[Opening SUPPLIED INFORMATION section]

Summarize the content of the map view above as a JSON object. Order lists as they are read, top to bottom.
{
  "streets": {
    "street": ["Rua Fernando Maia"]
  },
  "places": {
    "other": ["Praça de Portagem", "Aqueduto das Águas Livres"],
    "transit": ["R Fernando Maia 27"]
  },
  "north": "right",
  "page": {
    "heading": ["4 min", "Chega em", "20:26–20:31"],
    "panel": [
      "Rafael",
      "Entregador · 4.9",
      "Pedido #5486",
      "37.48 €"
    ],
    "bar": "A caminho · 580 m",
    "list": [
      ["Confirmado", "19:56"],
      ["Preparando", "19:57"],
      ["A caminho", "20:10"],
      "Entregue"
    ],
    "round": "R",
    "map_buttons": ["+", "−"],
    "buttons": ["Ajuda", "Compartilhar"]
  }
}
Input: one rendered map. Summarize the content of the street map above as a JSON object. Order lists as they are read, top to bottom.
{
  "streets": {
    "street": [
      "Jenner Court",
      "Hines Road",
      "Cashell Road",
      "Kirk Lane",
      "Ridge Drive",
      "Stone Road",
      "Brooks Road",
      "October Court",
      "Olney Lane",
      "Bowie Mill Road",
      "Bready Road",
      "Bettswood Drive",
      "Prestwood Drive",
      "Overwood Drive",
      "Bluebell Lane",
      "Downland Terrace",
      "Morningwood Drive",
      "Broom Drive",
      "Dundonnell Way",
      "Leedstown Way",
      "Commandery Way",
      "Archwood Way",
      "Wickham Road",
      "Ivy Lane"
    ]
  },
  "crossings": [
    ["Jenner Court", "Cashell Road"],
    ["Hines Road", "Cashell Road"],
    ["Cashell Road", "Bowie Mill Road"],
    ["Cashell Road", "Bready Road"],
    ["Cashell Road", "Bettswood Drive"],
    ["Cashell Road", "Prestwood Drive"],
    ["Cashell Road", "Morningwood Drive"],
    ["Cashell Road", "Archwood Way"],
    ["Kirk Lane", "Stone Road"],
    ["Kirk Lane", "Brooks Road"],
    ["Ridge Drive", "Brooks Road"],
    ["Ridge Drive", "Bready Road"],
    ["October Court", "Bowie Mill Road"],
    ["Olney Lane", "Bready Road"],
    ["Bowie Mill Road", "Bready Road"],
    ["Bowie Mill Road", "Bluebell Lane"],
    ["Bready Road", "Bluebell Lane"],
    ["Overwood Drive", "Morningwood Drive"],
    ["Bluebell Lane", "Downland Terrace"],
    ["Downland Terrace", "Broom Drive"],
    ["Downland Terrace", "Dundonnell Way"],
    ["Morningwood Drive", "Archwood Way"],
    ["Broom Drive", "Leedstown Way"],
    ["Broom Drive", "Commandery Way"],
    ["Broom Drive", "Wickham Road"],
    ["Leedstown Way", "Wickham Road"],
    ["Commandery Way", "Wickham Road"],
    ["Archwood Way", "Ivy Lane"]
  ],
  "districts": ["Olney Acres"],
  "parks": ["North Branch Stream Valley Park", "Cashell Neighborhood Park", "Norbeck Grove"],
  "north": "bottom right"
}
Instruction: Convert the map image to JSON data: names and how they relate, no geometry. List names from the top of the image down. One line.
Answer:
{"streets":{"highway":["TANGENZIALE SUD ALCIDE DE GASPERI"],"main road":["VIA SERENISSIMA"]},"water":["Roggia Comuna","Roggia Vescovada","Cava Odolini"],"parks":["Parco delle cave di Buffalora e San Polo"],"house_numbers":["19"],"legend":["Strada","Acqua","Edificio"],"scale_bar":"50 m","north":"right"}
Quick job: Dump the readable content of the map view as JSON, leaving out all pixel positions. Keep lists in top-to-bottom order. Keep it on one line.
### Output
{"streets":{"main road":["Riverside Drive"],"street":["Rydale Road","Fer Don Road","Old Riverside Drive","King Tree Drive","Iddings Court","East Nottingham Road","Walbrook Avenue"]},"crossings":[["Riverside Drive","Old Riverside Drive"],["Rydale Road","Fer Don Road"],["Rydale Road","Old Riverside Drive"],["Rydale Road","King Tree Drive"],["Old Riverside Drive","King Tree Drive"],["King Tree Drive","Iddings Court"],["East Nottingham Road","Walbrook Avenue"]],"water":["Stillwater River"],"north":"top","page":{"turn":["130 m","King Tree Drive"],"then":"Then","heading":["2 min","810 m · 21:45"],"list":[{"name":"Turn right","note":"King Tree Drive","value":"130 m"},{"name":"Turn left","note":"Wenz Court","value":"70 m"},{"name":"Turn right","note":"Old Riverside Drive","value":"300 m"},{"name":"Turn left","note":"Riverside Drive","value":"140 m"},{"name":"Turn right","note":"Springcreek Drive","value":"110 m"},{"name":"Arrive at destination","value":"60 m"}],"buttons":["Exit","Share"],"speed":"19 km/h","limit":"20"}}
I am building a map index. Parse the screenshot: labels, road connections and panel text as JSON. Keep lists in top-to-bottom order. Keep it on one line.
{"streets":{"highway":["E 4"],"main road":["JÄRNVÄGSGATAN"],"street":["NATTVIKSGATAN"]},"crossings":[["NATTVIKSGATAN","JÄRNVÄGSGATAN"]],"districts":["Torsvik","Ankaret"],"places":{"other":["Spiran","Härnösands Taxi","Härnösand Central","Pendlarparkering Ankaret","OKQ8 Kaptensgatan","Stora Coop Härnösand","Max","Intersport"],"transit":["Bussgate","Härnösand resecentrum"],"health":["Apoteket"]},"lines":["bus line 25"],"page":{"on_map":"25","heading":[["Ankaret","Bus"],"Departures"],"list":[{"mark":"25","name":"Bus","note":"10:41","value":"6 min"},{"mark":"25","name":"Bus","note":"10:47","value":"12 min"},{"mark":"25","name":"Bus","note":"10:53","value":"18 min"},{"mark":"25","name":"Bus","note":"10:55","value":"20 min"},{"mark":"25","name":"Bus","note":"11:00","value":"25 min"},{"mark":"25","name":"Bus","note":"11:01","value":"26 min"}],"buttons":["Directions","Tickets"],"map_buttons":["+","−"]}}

[Closing SUPPLIED INFORMATION section]

> _TASK DESCRIPTION_
Report every line containing the string "Fernando" in the material.

> _TASK RESPONSE_
    "street": ["Rua Fernando Maia"]
    "transit": ["R Fernando Maia 27"]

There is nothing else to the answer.